*** Block opens ***
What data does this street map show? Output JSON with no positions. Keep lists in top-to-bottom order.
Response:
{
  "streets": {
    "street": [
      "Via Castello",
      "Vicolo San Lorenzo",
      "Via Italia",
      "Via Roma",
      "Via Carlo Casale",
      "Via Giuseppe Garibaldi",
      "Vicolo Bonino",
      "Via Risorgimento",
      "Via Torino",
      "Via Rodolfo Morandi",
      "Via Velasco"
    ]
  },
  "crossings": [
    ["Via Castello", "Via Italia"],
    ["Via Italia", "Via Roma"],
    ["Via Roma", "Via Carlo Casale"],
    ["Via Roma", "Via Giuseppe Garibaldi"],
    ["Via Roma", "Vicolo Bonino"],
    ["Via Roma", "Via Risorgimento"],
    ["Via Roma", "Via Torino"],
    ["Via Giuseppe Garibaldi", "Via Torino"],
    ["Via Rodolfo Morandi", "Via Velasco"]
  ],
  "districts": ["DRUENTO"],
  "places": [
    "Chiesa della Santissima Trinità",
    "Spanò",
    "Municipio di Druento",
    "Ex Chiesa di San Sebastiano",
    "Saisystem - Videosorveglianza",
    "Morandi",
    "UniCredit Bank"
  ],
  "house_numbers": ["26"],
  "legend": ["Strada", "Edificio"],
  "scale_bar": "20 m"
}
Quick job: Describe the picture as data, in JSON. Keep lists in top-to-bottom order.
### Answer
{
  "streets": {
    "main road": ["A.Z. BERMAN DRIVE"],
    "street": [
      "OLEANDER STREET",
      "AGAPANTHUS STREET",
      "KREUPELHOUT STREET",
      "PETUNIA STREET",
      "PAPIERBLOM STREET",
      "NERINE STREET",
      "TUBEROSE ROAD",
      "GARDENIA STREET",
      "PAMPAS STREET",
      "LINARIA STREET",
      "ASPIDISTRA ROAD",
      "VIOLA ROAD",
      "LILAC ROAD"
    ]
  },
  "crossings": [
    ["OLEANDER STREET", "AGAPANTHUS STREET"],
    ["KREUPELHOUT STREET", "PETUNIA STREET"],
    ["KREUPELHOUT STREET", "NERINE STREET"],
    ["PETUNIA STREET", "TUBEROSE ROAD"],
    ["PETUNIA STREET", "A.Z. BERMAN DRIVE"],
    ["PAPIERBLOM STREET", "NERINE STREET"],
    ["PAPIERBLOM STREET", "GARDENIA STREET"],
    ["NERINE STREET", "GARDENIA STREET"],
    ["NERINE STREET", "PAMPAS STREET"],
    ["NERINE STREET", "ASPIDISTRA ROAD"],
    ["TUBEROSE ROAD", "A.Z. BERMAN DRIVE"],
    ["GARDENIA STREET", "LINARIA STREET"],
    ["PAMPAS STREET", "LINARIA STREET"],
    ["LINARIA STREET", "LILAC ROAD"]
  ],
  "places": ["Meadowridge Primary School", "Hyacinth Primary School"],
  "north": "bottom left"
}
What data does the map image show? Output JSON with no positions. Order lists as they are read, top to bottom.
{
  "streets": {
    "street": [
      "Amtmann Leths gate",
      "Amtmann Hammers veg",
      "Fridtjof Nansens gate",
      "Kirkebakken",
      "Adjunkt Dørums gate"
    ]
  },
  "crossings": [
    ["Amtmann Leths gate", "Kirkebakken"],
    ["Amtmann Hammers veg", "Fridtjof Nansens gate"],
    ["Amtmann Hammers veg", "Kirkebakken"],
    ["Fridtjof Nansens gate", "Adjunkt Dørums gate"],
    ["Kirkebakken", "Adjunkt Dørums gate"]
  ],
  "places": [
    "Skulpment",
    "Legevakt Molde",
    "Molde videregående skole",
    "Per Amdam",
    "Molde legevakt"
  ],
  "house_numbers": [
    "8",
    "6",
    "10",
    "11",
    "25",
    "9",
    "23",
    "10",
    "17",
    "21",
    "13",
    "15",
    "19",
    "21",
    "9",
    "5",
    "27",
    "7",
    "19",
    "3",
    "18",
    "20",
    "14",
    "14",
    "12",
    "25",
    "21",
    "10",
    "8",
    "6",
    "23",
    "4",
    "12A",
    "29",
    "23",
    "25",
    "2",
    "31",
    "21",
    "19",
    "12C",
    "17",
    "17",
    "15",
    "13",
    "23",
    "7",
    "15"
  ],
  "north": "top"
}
*** Block closes ***
What is required => Whenever the word "with" occurs in a line above, copy that line.

Response to this task =>
What data does this street map show? Output JSON with no positions. Keep lists in top-to-bottom order.
What data does the map image show? Output JSON with no positions. Order lists as they are read, top to bottom.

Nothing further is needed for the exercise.